** Opening DATA PROVIDED block **
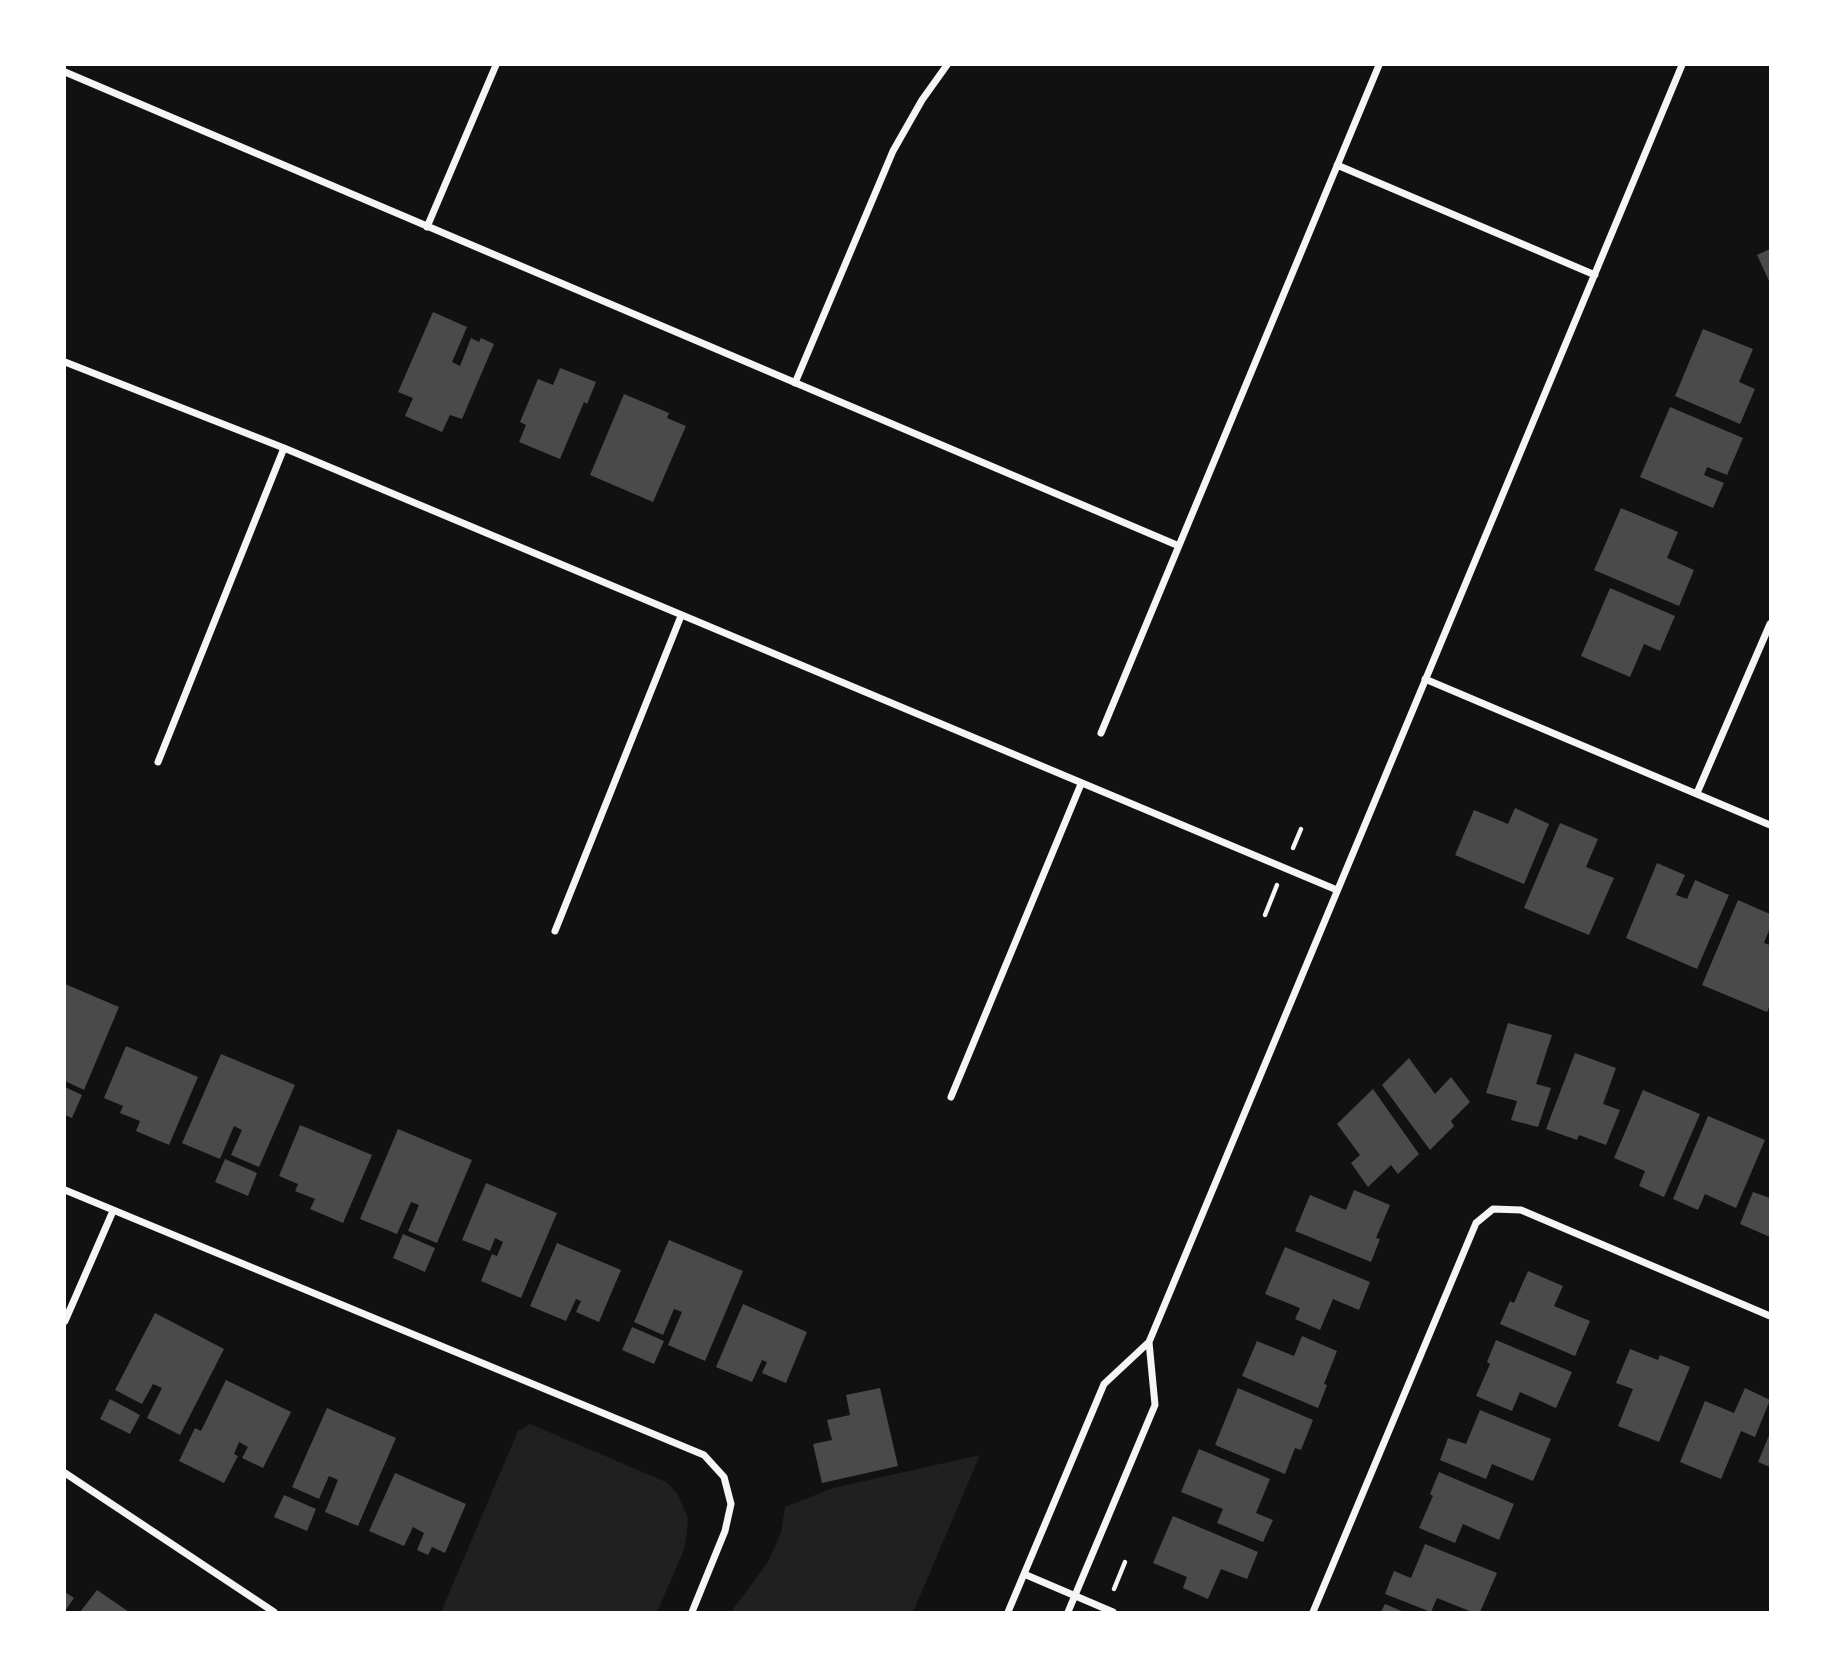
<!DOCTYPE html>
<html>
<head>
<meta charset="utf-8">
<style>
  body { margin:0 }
  #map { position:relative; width:1835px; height:1677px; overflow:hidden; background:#111; font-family:"Varela Round",sans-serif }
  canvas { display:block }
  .frame { position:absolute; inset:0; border:66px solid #fff; pointer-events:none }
</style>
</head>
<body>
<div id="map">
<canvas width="1835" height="1677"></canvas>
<div class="frame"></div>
</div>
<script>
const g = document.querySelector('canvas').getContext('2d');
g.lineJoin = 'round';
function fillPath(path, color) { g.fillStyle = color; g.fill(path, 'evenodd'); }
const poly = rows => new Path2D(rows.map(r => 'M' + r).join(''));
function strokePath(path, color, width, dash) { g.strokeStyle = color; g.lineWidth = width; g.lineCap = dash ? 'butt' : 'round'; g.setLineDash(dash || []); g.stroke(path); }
const green = poly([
  [530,1424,666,1482,677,1493,688,1518,687,1531,684,1550,657,1612,441,1612,518,1431],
  [980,1455,913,1612,731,1612,768,1562,781,1533,785,1507,833,1488]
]);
const building = poly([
  [1770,249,1770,283,1757,255],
  [433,312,467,327,452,362,460,366,471,338,479,342,481,338,494,344,462,419,450,415,442,432,405,416,413,398,398,392],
  [1703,329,1753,349,1739,382,1755,389,1740,424,1675,396],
  [560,368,596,382,587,404,584,402,560,459,519,442,526,425,520,422,538,379,553,385],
  [624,394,669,413,667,418,686,426,653,502,590,475],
  [1670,407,1743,438,1727,475,1707,467,1706,470,1704,475,1724,483,1713,508,1640,477],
  [1621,508,1678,532,1667,558,1694,570,1679,606,1594,570],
  [1610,588,1675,616,1660,651,1644,644,1630,677,1581,656],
  [1515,808,1549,824,1524,884,1455,855,1474,810,1508,824],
  [1560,823,1598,839,1586,867,1614,878,1589,935,1524,908],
  [1657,863,1685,875,1676,895,1687,899,1695,880,1729,895,1697,969,1626,938],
  [1738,900,1770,914,1770,928,1764,943,1770,945,1770,1005,1767,1012,1702,985],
  [65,984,119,1007,84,1090,65,1081],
  [1508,1023,1552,1035,1536,1084,1551,1088,1538,1127,1511,1120,1517,1101,1486,1093],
  [126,1046,198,1077,169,1145,136,1131,140,1121,120,1113,123,1106,104,1098],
  [1575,1053,1616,1068,1603,1104,1620,1110,1606,1145,1579,1135,1577,1140,1546,1129],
  [221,1054,295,1085,259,1167,231,1155,242,1130,234,1126,220,1159,182,1143],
  [1409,1058,1435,1094,1451,1077,1470,1102,1451,1121,1454,1126,1430,1150,1382,1085],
  [65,1087,82,1095,72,1118,65,1115],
  [1373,1089,1419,1154,1398,1174,1391,1165,1368,1187,1351,1163,1360,1155,1337,1124],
  [1643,1090,1700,1114,1664,1197,1639,1186,1645,1171,1614,1158],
  [1708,1116,1765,1140,1736,1208,1705,1194,1698,1210,1673,1199],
  [300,1125,372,1155,343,1223,310,1209,315,1199,295,1191,298,1184,279,1176],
  [398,1129,472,1160,437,1243,408,1231,419,1205,411,1202,397,1234,360,1219],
  [225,1159,257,1173,248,1196,215,1182],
  [486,1183,557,1213,521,1298,481,1281,492,1254,497,1256,503,1242,495,1238,490,1251,462,1240],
  [1354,1190,1390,1205,1376,1238,1380,1239,1371,1262,1295,1231,1310,1195,1346,1210],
  [1753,1192,1770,1198,1770,1237,1740,1224],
  [403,1234,435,1248,425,1272,393,1258],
  [669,1240,743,1271,705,1361,668,1345,682,1312,674,1309,663,1335,634,1322],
  [557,1243,621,1270,599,1322,576,1312,581,1301,576,1299,566,1321,530,1306],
  [1285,1247,1370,1282,1359,1310,1333,1299,1320,1330,1295,1319,1300,1308,1265,1294],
  [1528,1271,1563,1286,1554,1306,1590,1321,1575,1356,1500,1324,1510,1301,1514,1303],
  [743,1304,807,1332,786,1383,762,1373,767,1362,762,1360,752,1382,716,1367],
  [155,1313,224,1349,180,1435,147,1418,162,1388,153,1384,142,1404,115,1390],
  [632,1327,664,1341,654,1364,622,1350],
  [1302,1336,1337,1351,1324,1384,1327,1385,1318,1408,1242,1376,1257,1341,1294,1356],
  [1496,1340,1572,1372,1556,1408,1520,1392,1512,1411,1476,1396,1490,1364,1487,1362],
  [1630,1349,1658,1360,1660,1355,1690,1367,1659,1442,1618,1426,1633,1389,1616,1383],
  [226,1380,291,1412,263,1468,242,1458,248,1447,239,1442,234,1454,238,1456,224,1483,179,1461,195,1428,201,1431],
  [880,1388,898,1466,822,1483,813,1444,832,1440,827,1420,850,1415,846,1395],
  [1238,1388,1313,1420,1301,1450,1295,1448,1285,1474,1215,1445],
  [1745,1388,1770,1400,1755,1437,1741,1431,1721,1479,1680,1462,1705,1401,1734,1413],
  [110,1399,140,1415,130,1434,100,1419],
  [327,1408,396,1438,358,1526,325,1512,338,1480,329,1476,319,1499,292,1487],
  [1480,1410,1551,1439,1533,1481,1492,1464,1486,1479,1440,1460,1448,1438,1466,1444],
  [1770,1433,1770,1467,1758,1462],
  [1199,1449,1270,1479,1256,1513,1273,1520,1263,1542,1217,1523,1223,1509,1181,1492],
  [1439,1472,1514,1504,1499,1540,1463,1524,1455,1543,1419,1528,1433,1496,1430,1494],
  [395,1473,466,1504,445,1553,432,1547,428,1555,417,1550,424,1533,413,1527,404,1546,369,1531],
  [284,1495,316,1509,307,1531,274,1517],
  [1173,1516,1258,1552,1247,1579,1221,1569,1208,1599,1183,1588,1187,1577,1153,1563],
  [1425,1544,1497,1573,1480,1612,1472,1612,1437,1598,1431,1612,1385,1594,1394,1571,1411,1578],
  [97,1590,129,1612,80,1612],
  [65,1592,74,1598,65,1611],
  [1385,1604,1404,1612,1381,1612]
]);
const path = poly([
  [1293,848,1301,829],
  [1265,915,1277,885],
  [1114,1589,1125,1562]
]);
const minor = poly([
  [65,72,1179,546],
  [1337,165,1595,275],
  [427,227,496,65],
  [65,362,284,448,1337,890],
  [795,383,893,151,922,100,947,65],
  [1425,679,1770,825],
  [1101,733,1379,65],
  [158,762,284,448],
  [1697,793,1770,624],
  [555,931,681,616],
  [951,1097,1081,784],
  [65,1190,704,1455,724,1477,731,1504,725,1531,692,1612],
  [65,1321,113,1211],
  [65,1473,274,1612],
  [1024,1574,1113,1612],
  [1008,1612,1104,1384,1149,1342,1682,65],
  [1068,1612,1155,1405,1149,1342],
  [1313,1612,1476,1223,1493,1209,1521,1210,1770,1316]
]);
fillPath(green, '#202020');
fillPath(building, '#4a4a4a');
strokePath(path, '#f5f5f5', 4.5);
strokePath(minor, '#f5f5f5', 7);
</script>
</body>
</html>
** Closing DATA PROVIDED block **
▶ [WHAT TO PRODUCE]: Given the records above, return exactly the lines starting at the line containing "const poly = rows" and ending at the line containing "[980,1455,913,1612,731,1612,768,1562,781,1533,785,1507,833,1488]", including both.

▶ [TASK ANSWER]:
const poly = rows => new Path2D(rows.map(r => 'M' + r).join(''));
function strokePath(path, color, width, dash) { g.strokeStyle = color; g.lineWidth = width; g.lineCap = dash ? 'butt' : 'round'; g.setLineDash(dash || []); g.stroke(path); }
const green = poly([
  [530,1424,666,1482,677,1493,688,1518,687,1531,684,1550,657,1612,441,1612,518,1431],
  [980,1455,913,1612,731,1612,768,1562,781,1533,785,1507,833,1488]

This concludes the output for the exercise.